* **EXERCISE AIM**
Scan the records below. Copy every line in which the word "fabs" appears.

* **ENTRIES SUPPLIED**

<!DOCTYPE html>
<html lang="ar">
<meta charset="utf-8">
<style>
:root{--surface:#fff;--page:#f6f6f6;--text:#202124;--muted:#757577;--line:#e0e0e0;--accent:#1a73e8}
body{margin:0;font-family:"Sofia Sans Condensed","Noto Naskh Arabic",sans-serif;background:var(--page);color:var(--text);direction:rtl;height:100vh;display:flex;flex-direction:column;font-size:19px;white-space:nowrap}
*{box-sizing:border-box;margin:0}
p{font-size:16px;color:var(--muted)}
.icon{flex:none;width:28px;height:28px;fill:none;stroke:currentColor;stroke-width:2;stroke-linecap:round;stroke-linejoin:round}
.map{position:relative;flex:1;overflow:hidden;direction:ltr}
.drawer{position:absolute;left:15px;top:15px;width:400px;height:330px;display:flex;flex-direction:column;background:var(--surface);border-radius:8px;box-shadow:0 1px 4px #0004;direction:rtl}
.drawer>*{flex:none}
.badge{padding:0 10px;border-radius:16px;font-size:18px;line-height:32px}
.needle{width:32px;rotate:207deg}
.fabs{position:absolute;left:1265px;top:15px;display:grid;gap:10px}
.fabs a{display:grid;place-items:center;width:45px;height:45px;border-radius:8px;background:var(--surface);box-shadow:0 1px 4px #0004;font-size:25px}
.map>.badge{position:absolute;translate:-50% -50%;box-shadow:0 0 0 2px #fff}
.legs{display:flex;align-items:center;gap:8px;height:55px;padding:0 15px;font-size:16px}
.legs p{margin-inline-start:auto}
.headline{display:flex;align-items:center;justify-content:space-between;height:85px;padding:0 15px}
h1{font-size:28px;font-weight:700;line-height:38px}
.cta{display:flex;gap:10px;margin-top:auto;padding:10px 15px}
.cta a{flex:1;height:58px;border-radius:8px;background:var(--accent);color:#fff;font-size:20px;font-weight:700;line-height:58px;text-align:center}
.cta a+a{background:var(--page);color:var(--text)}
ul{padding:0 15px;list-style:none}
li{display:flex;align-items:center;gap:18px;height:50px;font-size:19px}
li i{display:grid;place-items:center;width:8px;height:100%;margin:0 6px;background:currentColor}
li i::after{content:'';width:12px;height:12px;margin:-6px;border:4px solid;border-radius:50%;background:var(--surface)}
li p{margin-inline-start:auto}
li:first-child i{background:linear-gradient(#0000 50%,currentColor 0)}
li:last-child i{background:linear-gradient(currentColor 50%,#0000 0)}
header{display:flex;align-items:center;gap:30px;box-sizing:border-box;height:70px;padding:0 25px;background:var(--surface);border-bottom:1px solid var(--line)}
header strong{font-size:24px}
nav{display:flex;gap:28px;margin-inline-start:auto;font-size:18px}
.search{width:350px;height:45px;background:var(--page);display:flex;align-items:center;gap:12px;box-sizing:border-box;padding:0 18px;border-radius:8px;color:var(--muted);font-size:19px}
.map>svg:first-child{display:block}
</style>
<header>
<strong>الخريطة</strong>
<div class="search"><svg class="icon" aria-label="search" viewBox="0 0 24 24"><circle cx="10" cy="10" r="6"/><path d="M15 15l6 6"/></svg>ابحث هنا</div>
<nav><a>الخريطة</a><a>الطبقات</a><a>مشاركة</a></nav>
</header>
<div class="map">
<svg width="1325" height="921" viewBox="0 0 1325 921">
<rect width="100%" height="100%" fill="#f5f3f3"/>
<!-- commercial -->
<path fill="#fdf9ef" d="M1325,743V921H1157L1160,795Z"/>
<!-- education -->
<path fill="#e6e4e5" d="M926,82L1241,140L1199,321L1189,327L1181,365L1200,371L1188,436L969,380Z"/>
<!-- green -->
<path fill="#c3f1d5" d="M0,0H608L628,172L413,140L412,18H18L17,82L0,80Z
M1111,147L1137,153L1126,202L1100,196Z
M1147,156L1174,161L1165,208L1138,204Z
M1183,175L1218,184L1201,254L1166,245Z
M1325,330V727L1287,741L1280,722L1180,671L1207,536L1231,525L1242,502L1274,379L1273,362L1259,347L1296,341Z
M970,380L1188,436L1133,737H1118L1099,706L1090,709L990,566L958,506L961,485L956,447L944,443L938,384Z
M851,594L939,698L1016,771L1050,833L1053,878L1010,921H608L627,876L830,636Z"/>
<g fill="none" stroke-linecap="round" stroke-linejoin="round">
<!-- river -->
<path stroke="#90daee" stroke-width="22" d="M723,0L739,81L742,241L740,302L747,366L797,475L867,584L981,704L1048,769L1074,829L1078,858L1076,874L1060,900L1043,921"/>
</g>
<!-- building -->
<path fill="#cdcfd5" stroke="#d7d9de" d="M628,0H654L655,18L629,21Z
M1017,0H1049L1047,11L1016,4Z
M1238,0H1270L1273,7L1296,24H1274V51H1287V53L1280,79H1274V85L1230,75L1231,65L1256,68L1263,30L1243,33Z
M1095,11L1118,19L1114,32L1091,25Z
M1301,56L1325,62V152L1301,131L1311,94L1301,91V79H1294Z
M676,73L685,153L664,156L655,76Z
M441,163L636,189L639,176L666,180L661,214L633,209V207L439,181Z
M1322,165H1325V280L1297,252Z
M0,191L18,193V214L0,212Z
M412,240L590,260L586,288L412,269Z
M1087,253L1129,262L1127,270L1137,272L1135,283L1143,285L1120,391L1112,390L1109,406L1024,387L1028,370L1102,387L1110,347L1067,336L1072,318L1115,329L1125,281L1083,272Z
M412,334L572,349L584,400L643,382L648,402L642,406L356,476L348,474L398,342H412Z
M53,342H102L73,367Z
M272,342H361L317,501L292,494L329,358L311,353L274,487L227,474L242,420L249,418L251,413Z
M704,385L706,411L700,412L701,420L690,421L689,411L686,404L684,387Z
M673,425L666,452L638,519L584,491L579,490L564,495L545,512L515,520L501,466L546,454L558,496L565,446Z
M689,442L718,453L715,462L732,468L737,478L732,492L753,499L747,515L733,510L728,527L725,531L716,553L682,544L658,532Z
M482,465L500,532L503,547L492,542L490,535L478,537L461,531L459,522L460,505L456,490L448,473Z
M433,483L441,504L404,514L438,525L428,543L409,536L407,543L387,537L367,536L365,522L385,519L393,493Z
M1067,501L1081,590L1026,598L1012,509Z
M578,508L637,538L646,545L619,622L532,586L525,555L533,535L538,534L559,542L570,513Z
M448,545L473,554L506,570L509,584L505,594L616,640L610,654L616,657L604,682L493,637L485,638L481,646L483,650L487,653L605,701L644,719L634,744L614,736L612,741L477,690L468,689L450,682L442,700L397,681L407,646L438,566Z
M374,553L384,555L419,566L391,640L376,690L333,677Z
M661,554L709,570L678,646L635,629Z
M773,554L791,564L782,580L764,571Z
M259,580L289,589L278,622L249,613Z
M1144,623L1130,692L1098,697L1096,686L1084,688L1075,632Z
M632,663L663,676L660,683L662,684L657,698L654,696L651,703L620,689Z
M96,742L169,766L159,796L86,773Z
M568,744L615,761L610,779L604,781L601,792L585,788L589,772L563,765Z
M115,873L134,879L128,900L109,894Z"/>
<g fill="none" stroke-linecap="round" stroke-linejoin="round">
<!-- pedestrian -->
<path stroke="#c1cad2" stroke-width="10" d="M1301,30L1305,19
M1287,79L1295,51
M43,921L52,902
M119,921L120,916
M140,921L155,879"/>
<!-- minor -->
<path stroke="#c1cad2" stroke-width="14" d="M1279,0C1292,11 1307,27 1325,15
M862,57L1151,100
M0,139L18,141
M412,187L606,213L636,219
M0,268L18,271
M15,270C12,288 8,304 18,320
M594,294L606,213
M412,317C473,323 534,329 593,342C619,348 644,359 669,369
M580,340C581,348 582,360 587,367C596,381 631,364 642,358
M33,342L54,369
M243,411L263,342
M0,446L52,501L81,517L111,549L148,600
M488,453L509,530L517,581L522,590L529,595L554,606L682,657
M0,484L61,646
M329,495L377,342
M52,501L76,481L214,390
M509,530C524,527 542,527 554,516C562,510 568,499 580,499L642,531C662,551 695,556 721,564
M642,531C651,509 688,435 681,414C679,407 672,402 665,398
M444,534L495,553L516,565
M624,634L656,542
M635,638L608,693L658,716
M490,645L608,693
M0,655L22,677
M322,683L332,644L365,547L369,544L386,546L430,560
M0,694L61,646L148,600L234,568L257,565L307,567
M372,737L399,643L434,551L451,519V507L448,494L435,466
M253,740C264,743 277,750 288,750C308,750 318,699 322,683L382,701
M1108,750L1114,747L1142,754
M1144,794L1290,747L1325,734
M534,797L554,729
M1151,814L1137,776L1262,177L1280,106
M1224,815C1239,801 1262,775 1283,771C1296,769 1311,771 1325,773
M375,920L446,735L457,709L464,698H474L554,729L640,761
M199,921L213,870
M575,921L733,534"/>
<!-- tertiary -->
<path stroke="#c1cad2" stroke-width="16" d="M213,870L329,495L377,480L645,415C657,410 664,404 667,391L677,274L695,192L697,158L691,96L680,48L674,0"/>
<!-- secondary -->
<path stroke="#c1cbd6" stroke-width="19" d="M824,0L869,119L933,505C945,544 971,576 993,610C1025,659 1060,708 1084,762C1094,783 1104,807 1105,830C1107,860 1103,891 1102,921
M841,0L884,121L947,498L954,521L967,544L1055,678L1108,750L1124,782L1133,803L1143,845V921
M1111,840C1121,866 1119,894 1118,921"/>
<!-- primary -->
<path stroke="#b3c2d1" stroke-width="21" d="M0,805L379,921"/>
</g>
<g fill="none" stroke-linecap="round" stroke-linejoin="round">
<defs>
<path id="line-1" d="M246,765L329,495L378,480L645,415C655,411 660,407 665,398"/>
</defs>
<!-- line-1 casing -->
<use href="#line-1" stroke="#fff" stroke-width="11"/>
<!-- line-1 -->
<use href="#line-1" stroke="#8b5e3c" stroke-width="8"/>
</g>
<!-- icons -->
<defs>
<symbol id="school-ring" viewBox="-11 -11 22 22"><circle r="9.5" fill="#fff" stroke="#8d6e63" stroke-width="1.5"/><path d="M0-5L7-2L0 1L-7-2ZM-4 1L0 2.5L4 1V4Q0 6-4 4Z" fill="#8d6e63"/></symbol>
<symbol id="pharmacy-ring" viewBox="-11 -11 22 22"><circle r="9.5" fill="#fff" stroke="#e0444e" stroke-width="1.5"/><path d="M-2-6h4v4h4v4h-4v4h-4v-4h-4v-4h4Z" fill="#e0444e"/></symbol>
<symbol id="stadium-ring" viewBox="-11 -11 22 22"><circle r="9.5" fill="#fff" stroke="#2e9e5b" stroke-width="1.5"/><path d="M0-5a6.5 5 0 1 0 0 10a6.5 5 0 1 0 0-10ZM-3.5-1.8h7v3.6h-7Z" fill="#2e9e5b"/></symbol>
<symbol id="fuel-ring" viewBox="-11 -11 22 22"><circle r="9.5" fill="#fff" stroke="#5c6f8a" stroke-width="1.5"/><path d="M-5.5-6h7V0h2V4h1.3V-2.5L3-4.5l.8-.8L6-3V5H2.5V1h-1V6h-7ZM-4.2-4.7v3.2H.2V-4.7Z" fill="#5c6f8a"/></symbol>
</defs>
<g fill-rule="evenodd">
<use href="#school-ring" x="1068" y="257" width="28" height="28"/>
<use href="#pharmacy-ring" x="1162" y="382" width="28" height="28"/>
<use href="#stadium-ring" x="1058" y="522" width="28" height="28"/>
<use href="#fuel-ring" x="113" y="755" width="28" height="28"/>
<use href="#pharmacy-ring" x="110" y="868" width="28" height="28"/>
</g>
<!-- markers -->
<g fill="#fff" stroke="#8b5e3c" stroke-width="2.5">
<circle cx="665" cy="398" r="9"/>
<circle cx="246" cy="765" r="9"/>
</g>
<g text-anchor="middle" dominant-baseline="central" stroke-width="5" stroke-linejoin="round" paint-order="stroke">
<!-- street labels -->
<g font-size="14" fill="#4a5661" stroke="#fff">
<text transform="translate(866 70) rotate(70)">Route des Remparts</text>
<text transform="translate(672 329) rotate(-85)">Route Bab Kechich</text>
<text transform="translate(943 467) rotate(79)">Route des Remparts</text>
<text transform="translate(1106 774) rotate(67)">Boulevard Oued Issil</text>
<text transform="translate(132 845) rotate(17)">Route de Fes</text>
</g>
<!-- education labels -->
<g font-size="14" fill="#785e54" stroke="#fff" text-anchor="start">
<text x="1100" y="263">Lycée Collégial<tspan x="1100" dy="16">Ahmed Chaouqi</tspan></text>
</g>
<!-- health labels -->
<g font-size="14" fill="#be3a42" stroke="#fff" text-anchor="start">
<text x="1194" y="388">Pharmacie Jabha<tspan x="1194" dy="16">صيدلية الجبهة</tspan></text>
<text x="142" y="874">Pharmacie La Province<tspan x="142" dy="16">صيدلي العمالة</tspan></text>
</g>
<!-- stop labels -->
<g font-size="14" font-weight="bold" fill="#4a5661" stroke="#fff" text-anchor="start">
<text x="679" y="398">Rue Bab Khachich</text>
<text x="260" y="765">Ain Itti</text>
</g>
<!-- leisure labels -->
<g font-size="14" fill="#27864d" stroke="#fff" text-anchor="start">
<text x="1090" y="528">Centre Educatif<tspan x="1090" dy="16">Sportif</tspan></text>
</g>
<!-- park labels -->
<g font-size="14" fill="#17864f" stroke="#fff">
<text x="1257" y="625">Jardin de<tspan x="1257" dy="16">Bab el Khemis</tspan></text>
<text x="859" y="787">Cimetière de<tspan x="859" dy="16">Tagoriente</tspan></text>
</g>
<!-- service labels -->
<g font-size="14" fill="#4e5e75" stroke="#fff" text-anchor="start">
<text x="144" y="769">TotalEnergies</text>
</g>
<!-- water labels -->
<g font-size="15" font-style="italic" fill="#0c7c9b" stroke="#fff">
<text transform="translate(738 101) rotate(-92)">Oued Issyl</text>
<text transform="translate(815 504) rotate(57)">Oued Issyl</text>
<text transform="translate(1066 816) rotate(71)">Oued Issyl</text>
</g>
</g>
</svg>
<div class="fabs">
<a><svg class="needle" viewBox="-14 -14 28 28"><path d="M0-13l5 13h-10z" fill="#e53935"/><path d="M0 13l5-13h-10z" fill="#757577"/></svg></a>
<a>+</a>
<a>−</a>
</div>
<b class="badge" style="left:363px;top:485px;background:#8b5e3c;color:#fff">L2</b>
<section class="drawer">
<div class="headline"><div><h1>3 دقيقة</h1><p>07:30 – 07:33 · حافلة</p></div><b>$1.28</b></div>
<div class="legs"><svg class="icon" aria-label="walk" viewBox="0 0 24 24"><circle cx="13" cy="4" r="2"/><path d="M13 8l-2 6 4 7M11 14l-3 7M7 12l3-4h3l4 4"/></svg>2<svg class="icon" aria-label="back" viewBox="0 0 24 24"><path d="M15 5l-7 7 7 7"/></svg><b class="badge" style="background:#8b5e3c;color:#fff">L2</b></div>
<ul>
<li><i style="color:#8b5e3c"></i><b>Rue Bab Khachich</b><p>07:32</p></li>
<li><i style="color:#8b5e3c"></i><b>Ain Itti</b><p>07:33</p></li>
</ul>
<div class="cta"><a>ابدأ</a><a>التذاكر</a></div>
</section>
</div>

* **RESPONSE TO THE TASK**
.fabs{position:absolute;left:1265px;top:15px;display:grid;gap:10px}
.fabs a{display:grid;place-items:center;width:45px;height:45px;border-radius:8px;background:var(--surface);box-shadow:0 1px 4px #0004;font-size:25px}
<div class="fabs">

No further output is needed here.